Find pattern with Position
SequenceCases[a, {L, S}]
{{L, S}, {L, S}}
SequencePosition[a, {L, S}]
{{1, 2}, {4, 5}}
SequenceCount[a, {L, S}]
2
Edit:
Per default, Position searches all levels of an expression while SequencePosition does not. One can force Position to focus on the first level to gain a speed-up. Still, SequencePosition is a bit faster.
a = RandomChoice[{S, L}, 1000000];
ls = Position[Partition[a, 2, 1], {L, S}]; // MaxMemoryUsed // RepeatedTiming
ls2 = Position[Partition[a, 2, 1], {L, S}, 1, Heads -> False]; // MaxMemoryUsed // RepeatedTiming
ls3 = Flatten[SequencePosition[a, {L, S}]][[1 ;; ;; 2]]; // MaxMemoryUsed // RepeatedTiming
Flatten[ls] == Flatten[ls2] == ls3
{0.353, 96256488}
{0.283, 96256568}
{0.192, 32998448}
True
Apparently, SequencePosition profits from using packed arrays while (Positions does not in this case). So it is even faster to recode the dataset.

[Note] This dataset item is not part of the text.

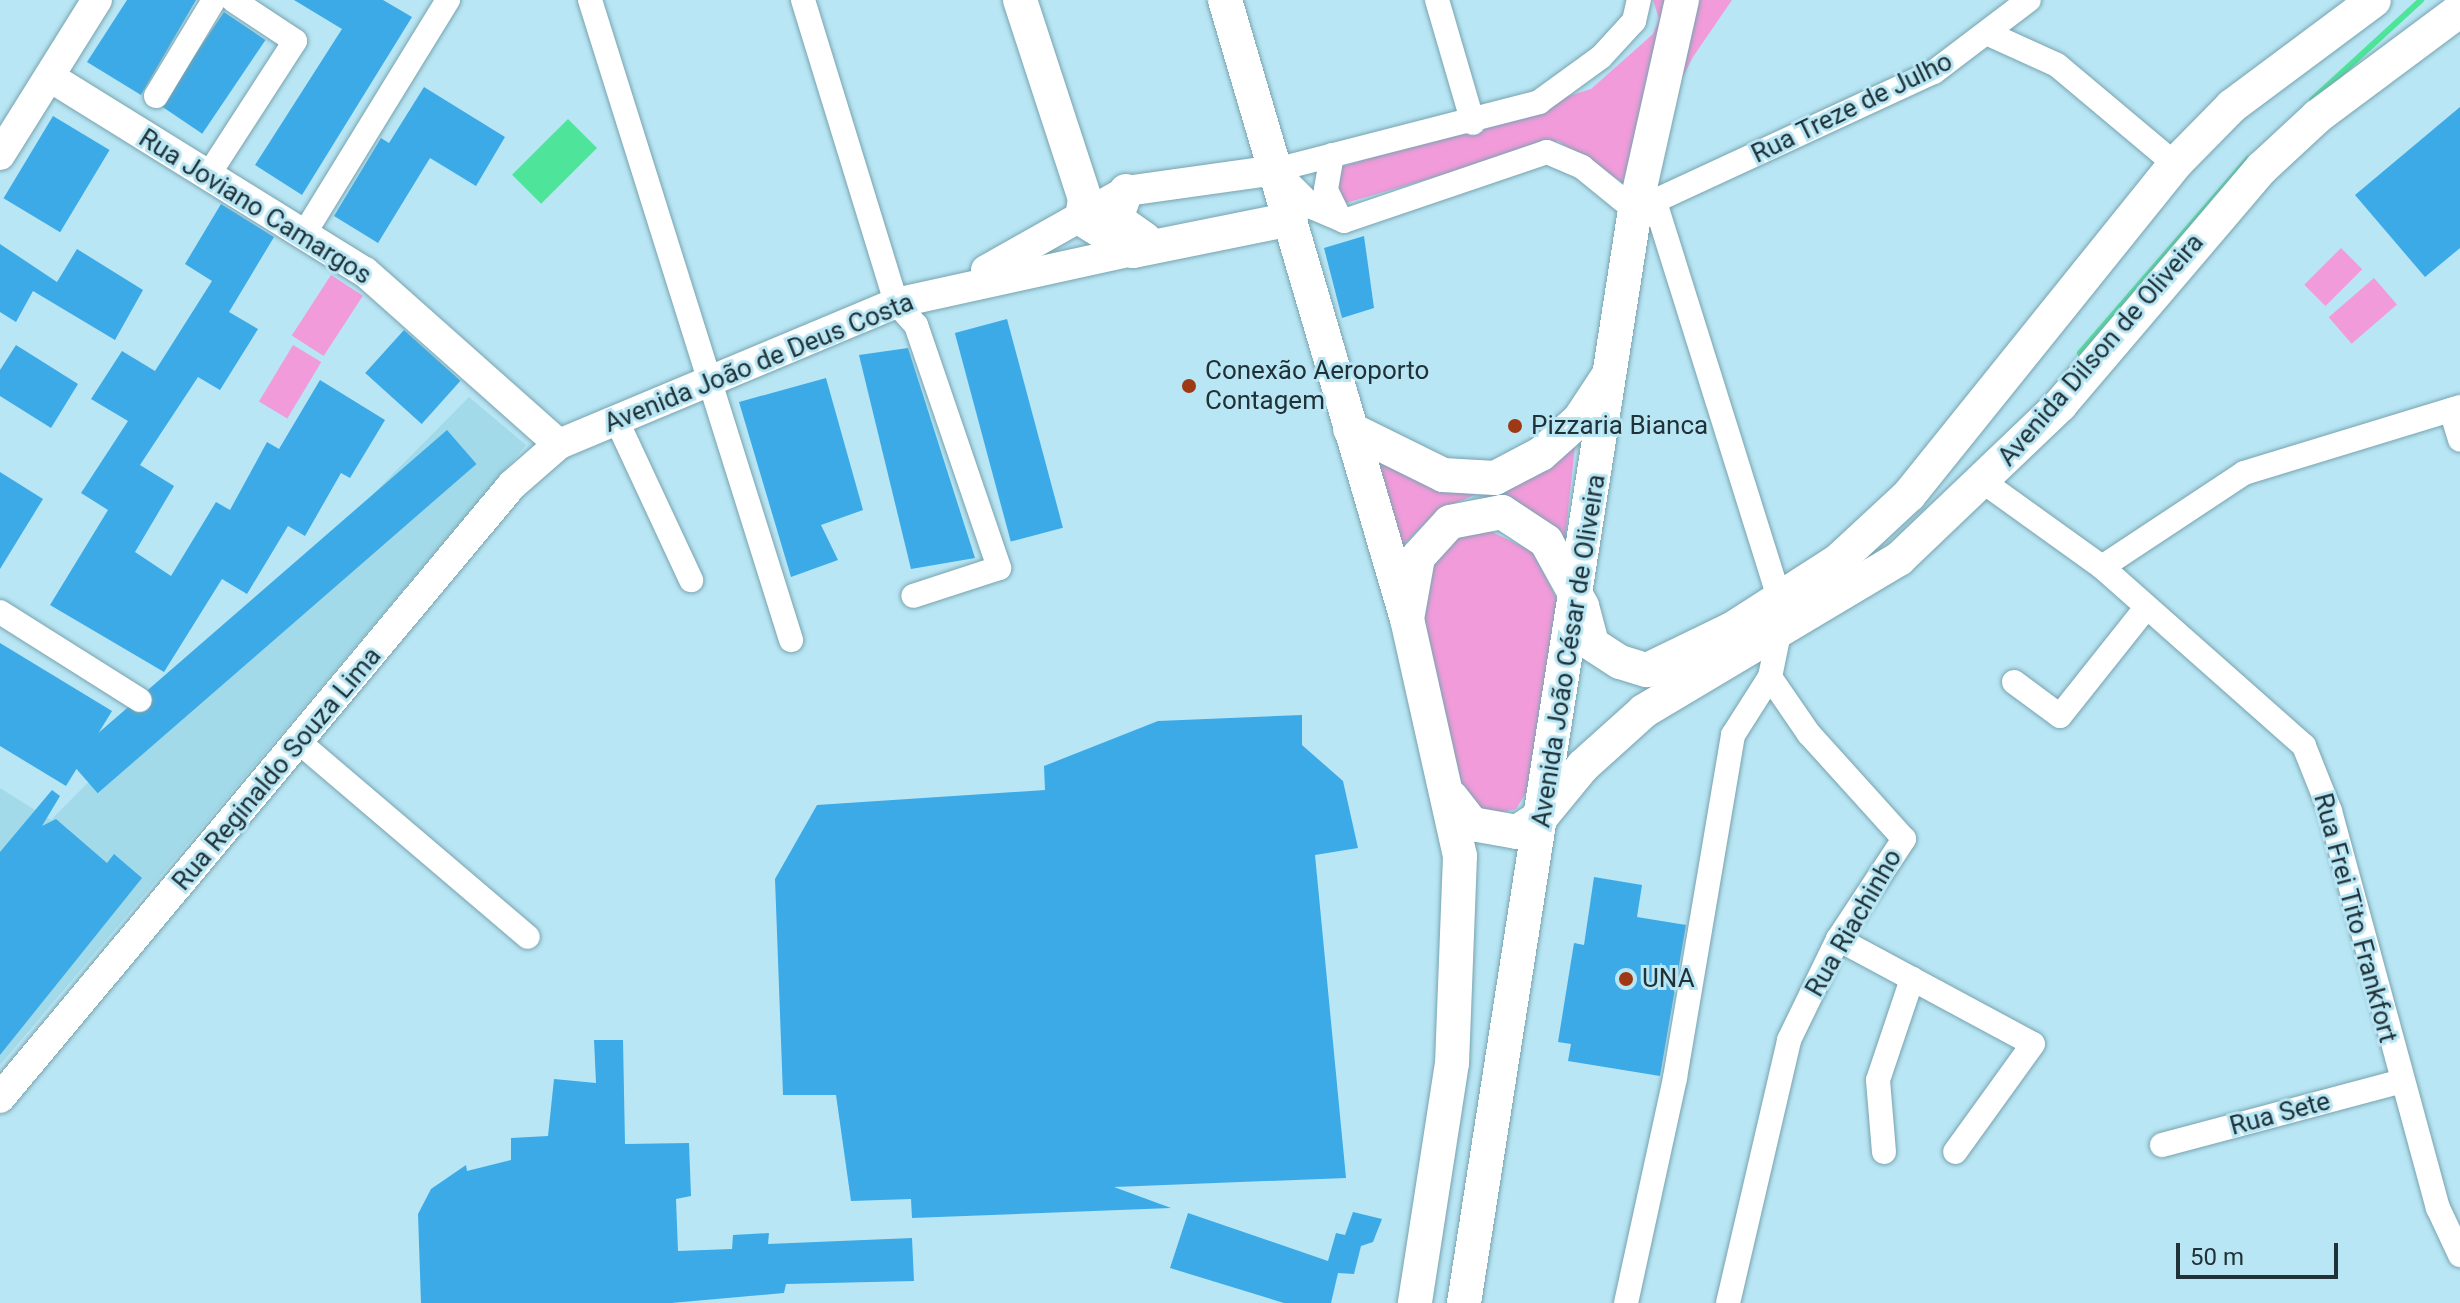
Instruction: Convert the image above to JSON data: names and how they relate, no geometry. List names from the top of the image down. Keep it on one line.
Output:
{"streets":{"main road":["Avenida Dilson de Oliveira","Avenida João de Deus Costa","Avenida João César de Oliveira"],"street":["Rua Treze de Julho","Rua Joviano Camargos","Rua Reginaldo Souza Lima","Rua Frei Tito Frankfort","Rua Riachinho","Rua Sete"]},"crossings":[["Rua Treze de Julho","Avenida João César de Oliveira"],["Rua Joviano Camargos","Avenida João de Deus Costa"],["Rua Joviano Camargos","Rua Reginaldo Souza Lima"],["Avenida Dilson de Oliveira","Avenida João César de Oliveira"],["Avenida Dilson de Oliveira","Rua Frei Tito Frankfort"],["Avenida João de Deus Costa","Rua Reginaldo Souza Lima"],["Rua Frei Tito Frankfort","Rua Sete"]],"places":["Conexão Aeroporto Contagem","Pizzaria Bianca","UNA"],"scale_bar":"50 m"}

b = Developer`ToPackedArray@With[{L = 0, S = 1}, Evaluate[a]]; // MaxMemoryUsed // RepeatedTiming
pat = Developer`ToPackedArray[{0, 1}];
ls4 = Flatten[SequencePosition[b, pat]][[1 ;; ;; 2]]; // MaxMemoryUsed // RepeatedTiming
ls3 == ls4
{0.031, 16000320}
{0.090, 33021904}
True
Since a really like sparse arrays, here an even faster method using SpareArray (notice that we need the recoded list b from above):
ls5 = Flatten[SparseArray[UnitStep[Differences[b] - 1]]["NonzeroPositions"]]; // MaxMemoryUsed // RepeatedTiming
ls4 == ls5
{0.017, 16579184}
True
Pick is essentially on par; sometimes it is a tick faster:
ls6 = Pick[Range[Length[b] - 1], Differences[b], 1]; // MaxMemoryUsed // RepeatedTiming
{0.015, 24000568}
True
One way to approach this would be to partition the sequence into pairs and then find the positions of the pairs:
ls = Position[Partition[a, 2, 1], {L, S}]
which shows that the two {L, S}s occur at the first and fourth positions. To find the separation between the occurrences:
Differences[ls]
To get the number of occurrences:
Length[ls]
If there are no occurrences, then you will get 0.